Münchner S-Bahnhöfe haben bisweilen den Charme von Straßentunnels in Ankara. In einer dieser Untertagewelten ist jüngst ein ranziger Imbiss verschwunden und hat sich, Simsalabim, in einen Dirndl-Laden verwandelt. Heraus aus dem Geschäft tritt Herr Cavet und flötet: "Schöne Dirndl, musst du probieren." Das bayerische "Du" geht dem Schnauzbärtigen flüssig von der Zunge. "Oder hast du keinen Mut?"
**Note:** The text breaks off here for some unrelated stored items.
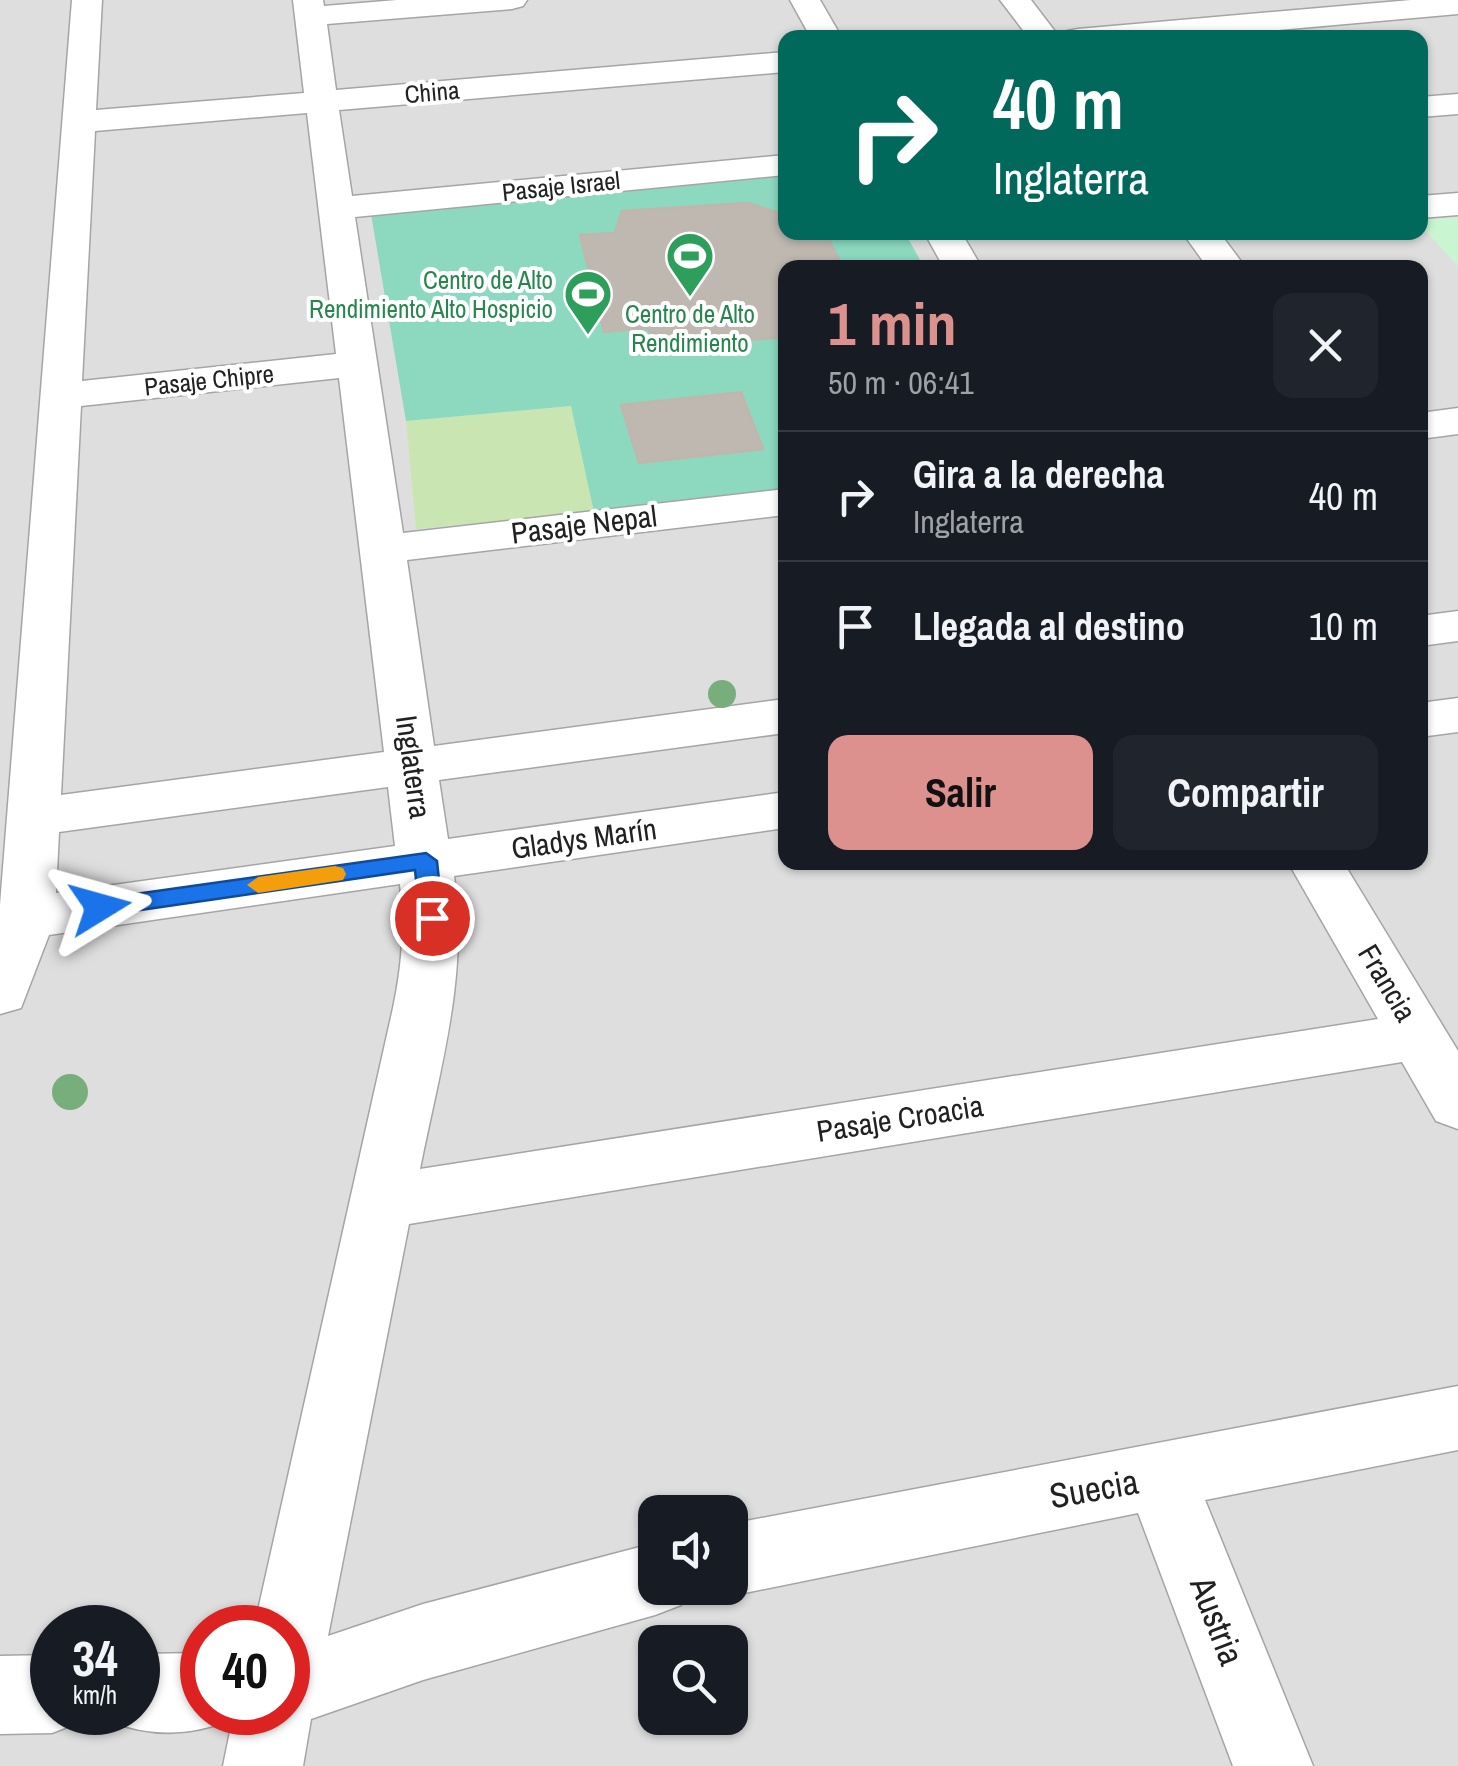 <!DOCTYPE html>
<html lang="es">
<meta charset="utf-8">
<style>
body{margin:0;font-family:"Archivo Narrow",sans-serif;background:#20242c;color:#f1f3f6;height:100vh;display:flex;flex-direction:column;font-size:38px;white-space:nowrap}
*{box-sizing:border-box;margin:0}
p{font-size:32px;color:#9ea1a6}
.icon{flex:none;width:55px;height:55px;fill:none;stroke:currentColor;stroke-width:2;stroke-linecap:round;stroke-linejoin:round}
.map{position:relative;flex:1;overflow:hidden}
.sheet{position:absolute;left:778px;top:260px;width:650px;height:610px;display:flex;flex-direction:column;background:#171b24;border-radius:20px;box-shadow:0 2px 8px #0004}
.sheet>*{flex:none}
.guide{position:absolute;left:778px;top:30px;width:650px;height:210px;border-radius:20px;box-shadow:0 2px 8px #0004;background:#00695c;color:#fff;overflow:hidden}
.controls{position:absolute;left:638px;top:1495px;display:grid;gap:20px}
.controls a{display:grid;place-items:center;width:110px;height:110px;border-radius:20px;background:#171b24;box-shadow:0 2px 8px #0004;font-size:50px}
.speed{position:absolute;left:30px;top:1605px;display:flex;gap:20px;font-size:50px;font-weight:700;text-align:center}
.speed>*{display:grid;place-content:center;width:130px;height:130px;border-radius:50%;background:#171b24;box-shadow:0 2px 8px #0004;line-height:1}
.speed small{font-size:25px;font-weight:400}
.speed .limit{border:15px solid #d22;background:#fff;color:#111}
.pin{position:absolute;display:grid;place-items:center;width:85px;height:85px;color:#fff;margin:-42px;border:5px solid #fff;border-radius:50%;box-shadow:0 2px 10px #0007}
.me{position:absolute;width:110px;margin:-55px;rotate:82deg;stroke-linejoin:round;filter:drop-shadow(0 0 8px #0008)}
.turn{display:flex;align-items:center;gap:35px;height:210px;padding:0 50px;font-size:45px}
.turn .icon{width:130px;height:130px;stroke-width:2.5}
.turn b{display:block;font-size:70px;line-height:85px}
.round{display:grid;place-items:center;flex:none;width:105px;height:105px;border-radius:20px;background:#20242c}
.head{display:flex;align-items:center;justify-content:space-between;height:170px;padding:0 50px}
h1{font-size:60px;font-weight:800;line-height:75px;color:#dc918e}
.cta{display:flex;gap:20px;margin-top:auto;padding:20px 50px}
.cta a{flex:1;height:115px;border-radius:20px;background:#dc918e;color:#111;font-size:40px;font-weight:800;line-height:115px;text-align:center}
.cta a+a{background:#20242c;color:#f1f3f6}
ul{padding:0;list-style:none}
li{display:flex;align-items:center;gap:30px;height:130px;padding:0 50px;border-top:2px solid #363941}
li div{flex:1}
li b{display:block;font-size:38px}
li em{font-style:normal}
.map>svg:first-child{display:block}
.residential{fill:#dfdede;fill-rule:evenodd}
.grass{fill:#c9e6b2}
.park{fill:#c9f6d0}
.pitch{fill:#8cd9c0}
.building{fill:#beb8b1;stroke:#c1b6ab;stroke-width:2.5}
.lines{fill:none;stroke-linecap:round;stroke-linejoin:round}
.minor-casing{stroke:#a5a5a5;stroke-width:3}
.minor{fill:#fff;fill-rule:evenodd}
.tree{fill:#77ae7c}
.route{fill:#1a73e8;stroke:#114b97;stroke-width:2.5}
.slow{fill:#f59e0b}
.labels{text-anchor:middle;stroke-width:8;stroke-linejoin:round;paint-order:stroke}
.far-street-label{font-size:25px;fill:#212121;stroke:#fff}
.far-leisure-label{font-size:25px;fill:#27864d;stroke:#fff;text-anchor:end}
.street-label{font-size:30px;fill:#212121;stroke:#fff}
.near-street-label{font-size:35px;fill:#212121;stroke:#fff}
</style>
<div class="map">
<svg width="1458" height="1766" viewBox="0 0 1458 1766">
<rect width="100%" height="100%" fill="#f0eee8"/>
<!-- residential -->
<path class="residential" d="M0,0H1458V1766H0ZM785,38H1420V232H785ZM785,268H1420V862H785ZM655,1512H730V1588H655ZM52,1628H138V1712H52ZM202,1628H288V1712H202ZM655,1642H730V1718H655Z"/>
<!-- grass -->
<path class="grass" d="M572,406L594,512L416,529L406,421Z"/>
<!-- park -->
<path class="park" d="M1458,217V266L1420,225V220Z"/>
<!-- pitch -->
<path class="pitch" d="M785,176V232L905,233L924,267L785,268V489L594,512L571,406L406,421L371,214Z"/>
<!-- building -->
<path class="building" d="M748,203L785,215V232H825L843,268H785V337L667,347L646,328L604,332L580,235L615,233L622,211Z
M741,392L763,449L639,463L621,405Z"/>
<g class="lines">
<!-- minor casing -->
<g class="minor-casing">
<path id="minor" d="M72,0H102L96,110L304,93L293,0H323L324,6L397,0H527L523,6L512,9L327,24L336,90L785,52V72L339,110L352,196L785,155V175L355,217L403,533L785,489V515L407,560L434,746L785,699V733L439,780L448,839L785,792V828L454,876C469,975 439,1072 420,1169L1378,1019L1288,862H1343L1458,1051V1129L1436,1121L1402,1062L409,1224L328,1636L423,1604L655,1543V1588H689L681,1605L655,1615L423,1680L311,1719L303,1766H223L234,1712H288V1628H254L393,1008C402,965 405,928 400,884L49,935L21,1008L0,1014V905ZM307,113L336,354L82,381L95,131ZM339,378L384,752L61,795L81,406ZM388,787L395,846L56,893L59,832Z
M790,0H820L842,38H811Z
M1000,0H1031L1060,38H1029Z
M1411,0H1458V14L1190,38H1063L1067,31L1078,29Z
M1458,94V114L1420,117V97Z
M1458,193V215L1420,218V196Z
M924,232H961L982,268H944Z
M1182,232H1219L1246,268H1208Z
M1458,408V434L1420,439V413Z
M1458,611V641L1420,646V616Z
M1458,698V732L1420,737V703Z
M1458,1386V1450L1205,1500L1313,1766H1233L1138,1513L730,1596L709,1588H730V1524Z
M202,1653V1712H232L230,1720C191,1736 150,1737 110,1721L107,1712H138V1654Z
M52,1655V1712H83L80,1722L52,1733L0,1734V1656Z"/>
</g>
<!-- minor -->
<use href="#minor" class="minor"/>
</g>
<!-- trees -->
<g class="tree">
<circle cx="722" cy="694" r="14"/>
<circle cx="70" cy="1092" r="18"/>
</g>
<!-- route -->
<path class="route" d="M426,853L437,861L443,918L432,926L420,918L415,870L100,916L89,907L100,899Z"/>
<!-- slow -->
<path class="slow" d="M335,866L343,868L346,874L343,880L258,893L247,885L258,877Z"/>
<!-- icons -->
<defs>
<g id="stadium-pin" transform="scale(2.5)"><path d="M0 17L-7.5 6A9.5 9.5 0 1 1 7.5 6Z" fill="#2e9e5b" stroke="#fff"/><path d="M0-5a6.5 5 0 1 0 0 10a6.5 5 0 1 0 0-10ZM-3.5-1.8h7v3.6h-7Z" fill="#fff"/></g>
</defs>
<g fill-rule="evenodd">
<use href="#stadium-pin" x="690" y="256"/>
<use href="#stadium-pin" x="588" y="294"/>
</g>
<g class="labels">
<!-- far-street labels -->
<g class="far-street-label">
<text transform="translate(432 92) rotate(-5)" y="9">China</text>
<text transform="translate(561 186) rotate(-6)" y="9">Pasaje Israel</text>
<text transform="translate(209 380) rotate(-6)" y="9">Pasaje Chipre</text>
</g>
<!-- far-leisure labels -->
<g class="far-leisure-label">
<text x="553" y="289">Centro de Alto<tspan x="553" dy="29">Rendimiento Alto Hospicio</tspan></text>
<text x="690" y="323" text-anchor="middle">Centro de Alto<tspan x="690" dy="29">Rendimiento</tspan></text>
</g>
<!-- street labels -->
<g class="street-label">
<text transform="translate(584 525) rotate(-7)" y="10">Pasaje Nepal</text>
<text transform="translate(413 767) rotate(82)" y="10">Inglaterra</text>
<text transform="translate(584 839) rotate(-8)" y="10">Gladys Marín</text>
<text transform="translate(1387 983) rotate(59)" y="10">Francia</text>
<text transform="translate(900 1119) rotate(-9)" y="10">Pasaje Croacia</text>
</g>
<!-- near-street labels -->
<g class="near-street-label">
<text transform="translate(1094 1489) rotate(-10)" y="12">Suecia</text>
<text transform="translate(1217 1621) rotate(69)" y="12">Austria</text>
</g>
</g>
</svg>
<div class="controls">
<a><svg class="icon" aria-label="sound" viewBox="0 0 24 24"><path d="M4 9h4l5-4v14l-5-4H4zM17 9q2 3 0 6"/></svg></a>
<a><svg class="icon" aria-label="search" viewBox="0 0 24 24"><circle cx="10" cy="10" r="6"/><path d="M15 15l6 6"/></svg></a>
</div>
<div class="speed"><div>34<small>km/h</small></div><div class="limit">40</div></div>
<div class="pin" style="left:432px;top:918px;background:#d93025"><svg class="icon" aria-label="arrive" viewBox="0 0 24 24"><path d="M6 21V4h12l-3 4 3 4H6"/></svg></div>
<svg class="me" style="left:100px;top:907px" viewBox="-20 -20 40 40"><path d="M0-17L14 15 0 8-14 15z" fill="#1a73e8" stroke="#fff" stroke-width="4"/></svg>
<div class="guide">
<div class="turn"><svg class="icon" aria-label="right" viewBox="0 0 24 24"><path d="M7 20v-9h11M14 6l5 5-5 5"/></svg><div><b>40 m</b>Inglaterra</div></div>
</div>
<section class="sheet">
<div class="head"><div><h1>1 min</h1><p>50 m · 06:41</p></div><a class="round"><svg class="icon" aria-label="close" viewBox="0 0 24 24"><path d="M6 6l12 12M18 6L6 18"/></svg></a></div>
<ul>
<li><svg class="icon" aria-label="right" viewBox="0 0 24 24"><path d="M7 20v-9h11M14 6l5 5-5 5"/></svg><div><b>Gira a la derecha</b><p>Inglaterra</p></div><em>40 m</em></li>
<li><svg class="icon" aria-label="arrive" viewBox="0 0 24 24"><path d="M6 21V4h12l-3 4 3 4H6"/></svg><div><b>Llegada al destino</b></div><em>10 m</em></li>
</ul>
<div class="cta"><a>Salir</a><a>Compartir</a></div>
</section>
</div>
Von wegen! Das letzte Dirndl habe ich mit 13 abgelegt, mit dem Schwur: nie mehr! 1000 Dirndl habe er in der Türkei schneidern lassen, supergünstig, gehen weg wie Sesamkringel, ärgern sich die anderen Läden. So sagt Herr Cavet und grinst.

Tja. Drei Dürndl probiert, eines gekauft. Grün. Die Farbe des Propheten. Gibt auch Rosa und Hellblau. Im nächsten Jahr bringt er Lederhosen. Herr Cavet hat München verstanden.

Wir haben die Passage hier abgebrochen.